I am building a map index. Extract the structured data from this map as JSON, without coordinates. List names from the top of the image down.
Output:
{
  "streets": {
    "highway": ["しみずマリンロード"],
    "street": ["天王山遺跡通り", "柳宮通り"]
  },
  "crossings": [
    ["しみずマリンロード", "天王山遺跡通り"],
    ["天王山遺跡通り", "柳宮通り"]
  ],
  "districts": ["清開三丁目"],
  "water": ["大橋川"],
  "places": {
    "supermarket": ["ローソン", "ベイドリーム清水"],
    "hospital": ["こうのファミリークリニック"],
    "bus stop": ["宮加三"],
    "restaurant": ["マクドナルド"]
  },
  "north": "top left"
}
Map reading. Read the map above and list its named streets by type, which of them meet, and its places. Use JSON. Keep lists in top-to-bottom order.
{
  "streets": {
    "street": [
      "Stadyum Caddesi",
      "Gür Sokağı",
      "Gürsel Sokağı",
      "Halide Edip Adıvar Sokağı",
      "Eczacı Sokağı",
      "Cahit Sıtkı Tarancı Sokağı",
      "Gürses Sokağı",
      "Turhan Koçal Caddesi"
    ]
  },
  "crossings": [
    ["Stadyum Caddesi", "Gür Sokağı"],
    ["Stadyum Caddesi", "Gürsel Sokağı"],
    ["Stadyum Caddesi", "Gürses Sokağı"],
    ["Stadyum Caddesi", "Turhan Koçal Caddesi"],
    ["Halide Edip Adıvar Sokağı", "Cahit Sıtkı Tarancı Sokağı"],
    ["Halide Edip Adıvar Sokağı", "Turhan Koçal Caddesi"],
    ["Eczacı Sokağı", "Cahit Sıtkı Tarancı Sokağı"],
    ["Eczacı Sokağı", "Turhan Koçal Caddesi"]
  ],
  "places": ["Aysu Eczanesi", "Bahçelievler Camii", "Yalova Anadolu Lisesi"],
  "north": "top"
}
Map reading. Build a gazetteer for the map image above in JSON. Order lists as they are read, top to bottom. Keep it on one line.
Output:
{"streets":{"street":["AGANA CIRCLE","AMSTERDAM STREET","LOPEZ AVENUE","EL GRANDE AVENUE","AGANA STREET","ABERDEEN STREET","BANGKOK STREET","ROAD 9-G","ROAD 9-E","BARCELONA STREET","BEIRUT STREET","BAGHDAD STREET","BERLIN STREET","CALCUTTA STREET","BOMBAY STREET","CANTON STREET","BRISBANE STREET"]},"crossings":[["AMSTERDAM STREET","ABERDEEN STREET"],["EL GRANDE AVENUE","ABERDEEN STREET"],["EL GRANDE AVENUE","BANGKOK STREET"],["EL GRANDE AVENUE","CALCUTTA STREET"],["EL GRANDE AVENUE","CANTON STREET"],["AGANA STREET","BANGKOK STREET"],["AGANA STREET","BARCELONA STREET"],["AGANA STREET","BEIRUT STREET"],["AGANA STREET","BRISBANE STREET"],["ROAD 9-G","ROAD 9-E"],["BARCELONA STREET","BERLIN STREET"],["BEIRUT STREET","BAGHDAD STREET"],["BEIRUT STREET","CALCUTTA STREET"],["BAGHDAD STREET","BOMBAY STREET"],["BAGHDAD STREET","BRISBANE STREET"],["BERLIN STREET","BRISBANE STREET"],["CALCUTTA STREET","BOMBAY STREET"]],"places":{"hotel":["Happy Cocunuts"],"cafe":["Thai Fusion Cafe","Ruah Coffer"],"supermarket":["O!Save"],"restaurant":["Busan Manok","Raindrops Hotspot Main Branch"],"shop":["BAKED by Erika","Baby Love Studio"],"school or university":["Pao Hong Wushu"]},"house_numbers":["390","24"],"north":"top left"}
========================================================================
**What to do:**
Everything in the data above should be set down again precisely.

**Your response:**
I am building a map index. Extract the structured data from this map as JSON, without coordinates. List names from the top of the image down.
Output:
{
  "streets": {
    "highway": ["しみずマリンロード"],
    "street": ["天王山遺跡通り", "柳宮通り"]
  },
  "crossings": [
    ["しみずマリンロード", "天王山遺跡通り"],
    ["天王山遺跡通り", "柳宮通り"]
  ],
  "districts": ["清開三丁目"],
  "water": ["大橋川"],
  "places": {
    "supermarket": ["ローソン", "ベイドリーム清水"],
    "hospital": ["こうのファミリークリニック"],
    "bus stop": ["宮加三"],
    "restaurant": ["マクドナルド"]
  },
  "north": "top left"
}
Map reading. Read the map above and list its named streets by type, which of them meet, and its places. Use JSON. Keep lists in top-to-bottom order.
{
  "streets": {
    "street": [
      "Stadyum Caddesi",
      "Gür Sokağı",
      "Gürsel Sokağı",
      "Halide Edip Adıvar Sokağı",
      "Eczacı Sokağı",
      "Cahit Sıtkı Tarancı Sokağı",
      "Gürses Sokağı",
      "Turhan Koçal Caddesi"
    ]
  },
  "crossings": [
    ["Stadyum Caddesi", "Gür Sokağı"],
    ["Stadyum Caddesi", "Gürsel Sokağı"],
    ["Stadyum Caddesi", "Gürses Sokağı"],
    ["Stadyum Caddesi", "Turhan Koçal Caddesi"],
    ["Halide Edip Adıvar Sokağı", "Cahit Sıtkı Tarancı Sokağı"],
    ["Halide Edip Adıvar Sokağı", "Turhan Koçal Caddesi"],
    ["Eczacı Sokağı", "Cahit Sıtkı Tarancı Sokağı"],
    ["Eczacı Sokağı", "Turhan Koçal Caddesi"]
  ],
  "places": ["Aysu Eczanesi", "Bahçelievler Camii", "Yalova Anadolu Lisesi"],
  "north": "top"
}
Map reading. Build a gazetteer for the map image above in JSON. Order lists as they are read, top to bottom. Keep it on one line.
Output:
{"streets":{"street":["AGANA CIRCLE","AMSTERDAM STREET","LOPEZ AVENUE","EL GRANDE AVENUE","AGANA STREET","ABERDEEN STREET","BANGKOK STREET","ROAD 9-G","ROAD 9-E","BARCELONA STREET","BEIRUT STREET","BAGHDAD STREET","BERLIN STREET","CALCUTTA STREET","BOMBAY STREET","CANTON STREET","BRISBANE STREET"]},"crossings":[["AMSTERDAM STREET","ABERDEEN STREET"],["EL GRANDE AVENUE","ABERDEEN STREET"],["EL GRANDE AVENUE","BANGKOK STREET"],["EL GRANDE AVENUE","CALCUTTA STREET"],["EL GRANDE AVENUE","CANTON STREET"],["AGANA STREET","BANGKOK STREET"],["AGANA STREET","BARCELONA STREET"],["AGANA STREET","BEIRUT STREET"],["AGANA STREET","BRISBANE STREET"],["ROAD 9-G","ROAD 9-E"],["BARCELONA STREET","BERLIN STREET"],["BEIRUT STREET","BAGHDAD STREET"],["BEIRUT STREET","CALCUTTA STREET"],["BAGHDAD STREET","BOMBAY STREET"],["BAGHDAD STREET","BRISBANE STREET"],["BERLIN STREET","BRISBANE STREET"],["CALCUTTA STREET","BOMBAY STREET"]],"places":{"hotel":["Happy Cocunuts"],"cafe":["Thai Fusion Cafe","Ruah Coffer"],"supermarket":["O!Save"],"restaurant":["Busan Manok","Raindrops Hotspot Main Branch"],"shop":["BAKED by Erika","Baby Love Studio"],"school or university":["Pao Hong Wushu"]},"house_numbers":["390","24"],"north":"top left"}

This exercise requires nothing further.